We finished a FDIC exam earlier this year, and in the IT portion they hit us on our pandemic plan saying it “needed improvement.” Here is the actual finding:

Management should improve the pandemic plan within the Business Continuity Plan. The pandemic plan has no defined action plan, nor has it been tested. Management needs to establish a clear action plan and test the action plan regularly.

They also commented that we did not test it in 2018, but we did test it in December of 2017. So I have 2 questions:

  1. Is pandemic testing an annual requirement?
  2. What can we do to satisfy the comment on the plan being too generic?

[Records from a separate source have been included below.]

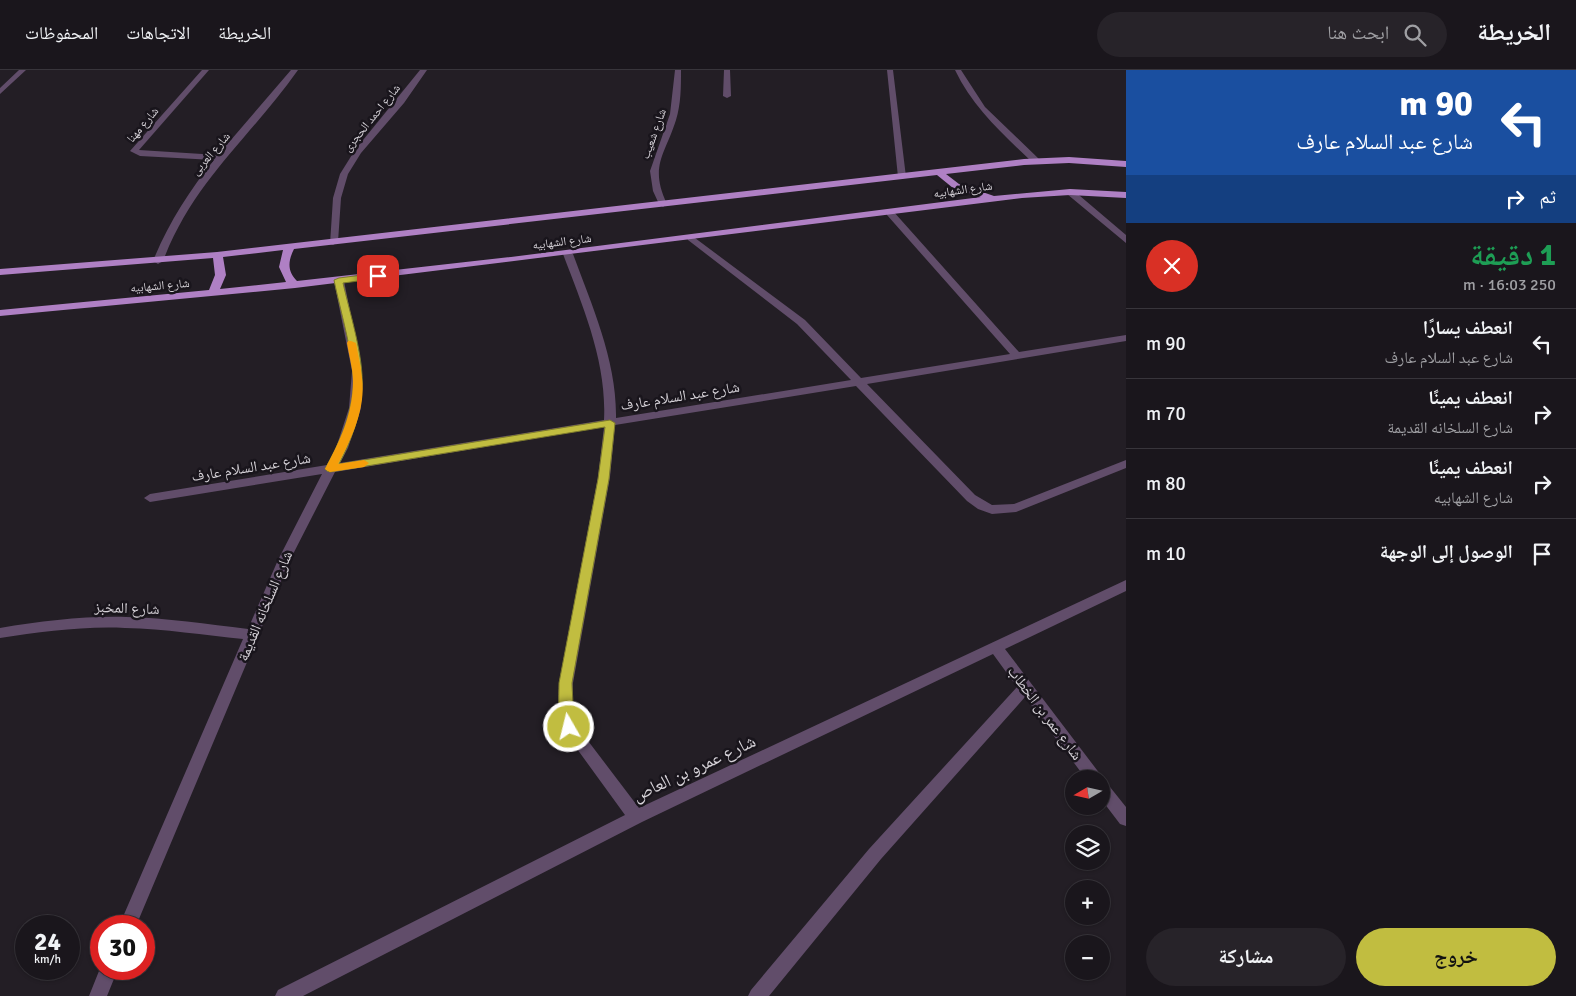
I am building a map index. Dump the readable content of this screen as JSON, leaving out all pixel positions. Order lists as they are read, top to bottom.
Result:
{
  "streets": {
    "highway": ["شارع الشهابيه"],
    "street": [
      "شارع احمد الحجرى",
      "شارع مهنا",
      "شارع شعيب",
      "شارع العربى",
      "شارع عبد السلام عارف",
      "شارع السلخانه القديمة",
      "شارع المخبز",
      "شارع عمر بن الخطاب",
      "شارع عمرو بن العاص"
    ]
  },
  "crossings": [
    ["شارع احمد الحجرى", "شارع الشهابيه"],
    ["شارع مهنا", "شارع العربى"],
    ["شارع شعيب", "شارع الشهابيه"],
    ["شارع العربى", "شارع الشهابيه"],
    ["شارع الشهابيه", "شارع السلخانه القديمة"],
    ["شارع عبد السلام عارف", "شارع السلخانه القديمة"],
    ["شارع السلخانه القديمة", "شارع المخبز"],
    ["شارع عمر بن الخطاب", "شارع عمرو بن العاص"]
  ],
  "north": "left",
  "page": {
    "header": "الخريطة",
    "search": "ابحث هنا",
    "nav": ["الخريطة", "الاتجاهات", "المحفوظات"],
    "turn": ["90 m", "شارع عبد السلام عارف"],
    "then": "ثم",
    "heading": ["1 دقيقة", "250 m · 16:03"],
    "list": [
      {
        "name": "انعطف يسارًا",
        "note": "شارع عبد السلام عارف",
        "value": "90 m"
      },
      {
        "name": "انعطف يمينًا",
        "note": "شارع السلخانه القديمة",
        "value": "70 m"
      },
      {
        "name": "انعطف يمينًا",
        "note": "شارع الشهابيه",
        "value": "80 m"
      },
      {
        "name": "الوصول إلى الوجهة",
        "value": "10 m"
      }
    ],
    "map_buttons": ["+", "−"],
    "speed": "24 km/h",
    "limit": "30",
    "buttons": ["خروج", "مشاركة"]
  }
}
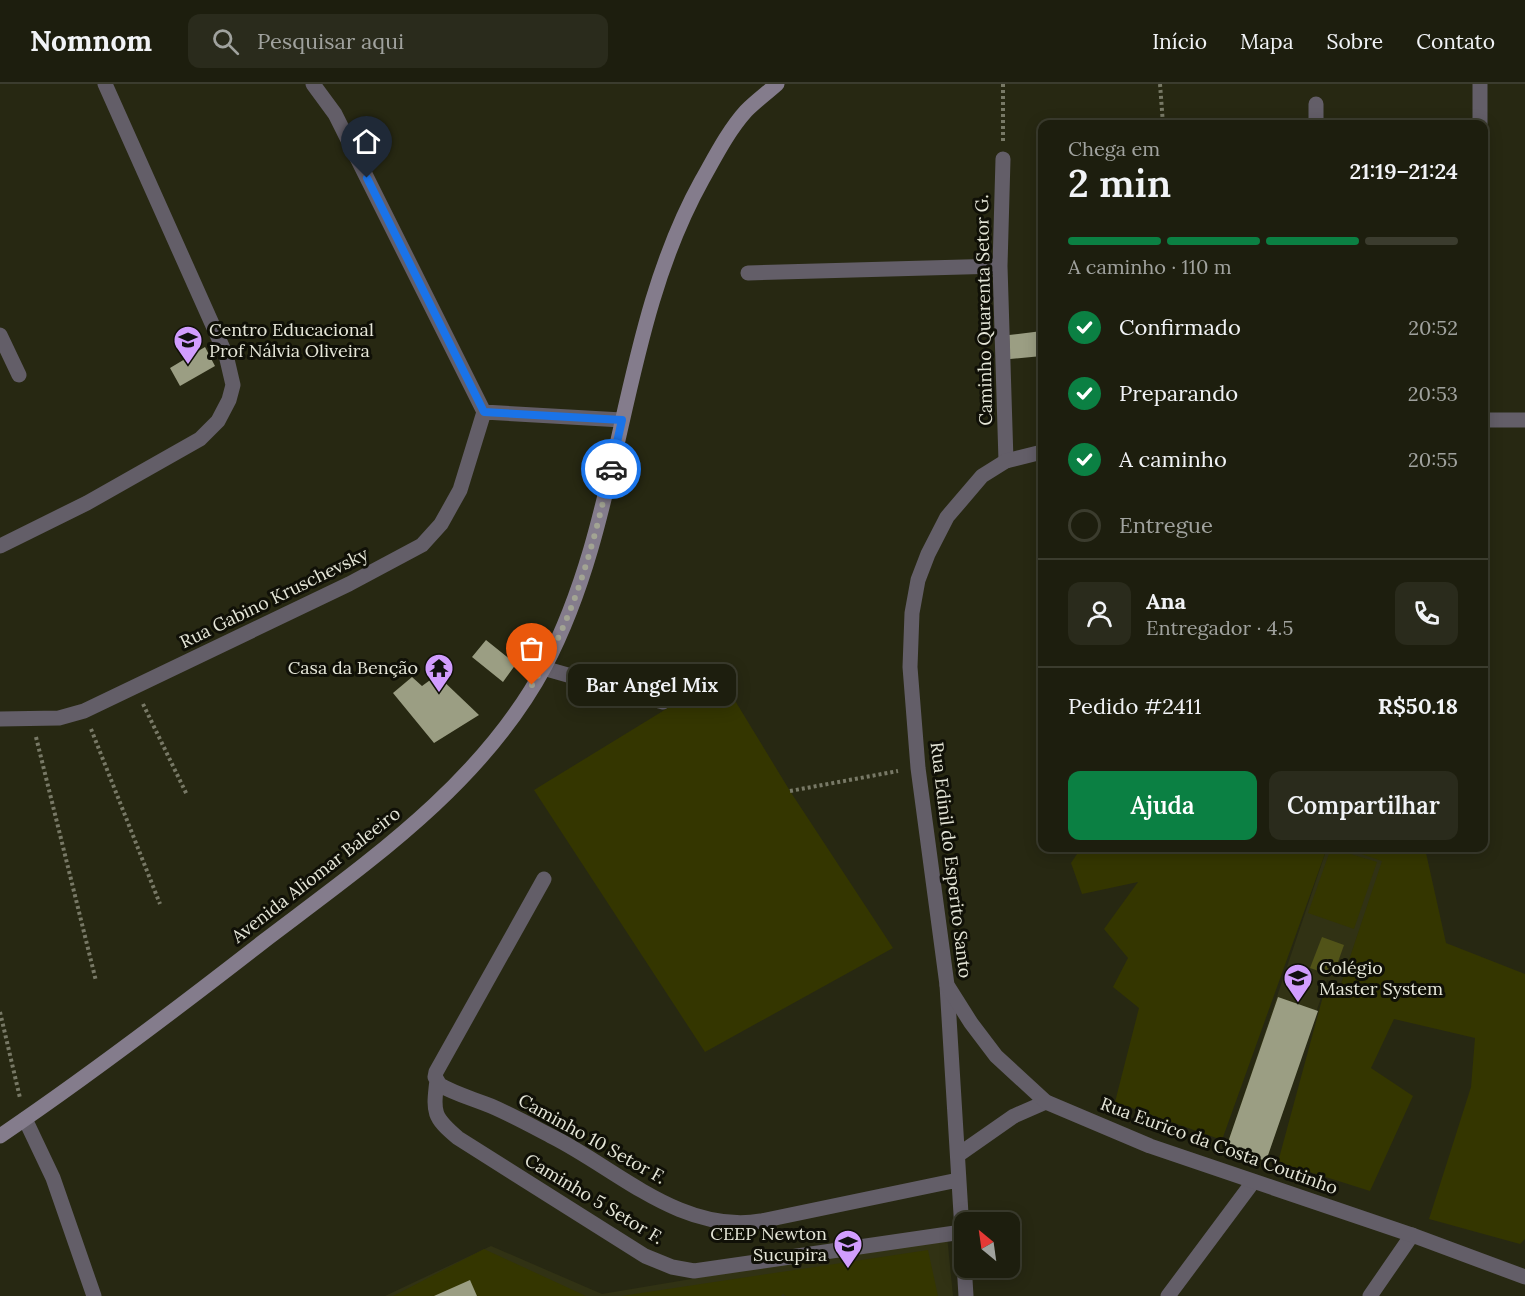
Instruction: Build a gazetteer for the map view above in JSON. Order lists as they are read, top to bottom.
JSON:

Addressing the second question first, this is a great example of having to read between the lines to determine what the examiner is really asking for. I also referred to this situation in another post. I’m guessing that the “action plan” they’re referring to is actually your succession & cross-training plan. Your recovery procedures won’t change, what they want is for you to develop your succession plan, cross-train alternate personnel, then test your recovery procedures with the alternate personnel.

We have seen this finding recently, and as a result we’ve added a succession plan section to each process in our BCP Blueprint application*. The next time you update your plan it will now prompt for the primary, secondary, and tertiary resources for each process. Just make sure the next time you conduct a BCP test (pandemic or otherwise), you test with alternate personnel in the primary recovery roles. That way you can validate your ability to recover critical processes and functions within recovery time objectives, regardless of key personnel availability AND regardless of the nature of the disaster. After all, the FFIEC guidance states that FI’s focus on the impact of the threat, not the nature of the threat:

“Non-specific events should be identified so that management can concentrate on the impact of various disruptions instead of specific threats that may never affect operations.”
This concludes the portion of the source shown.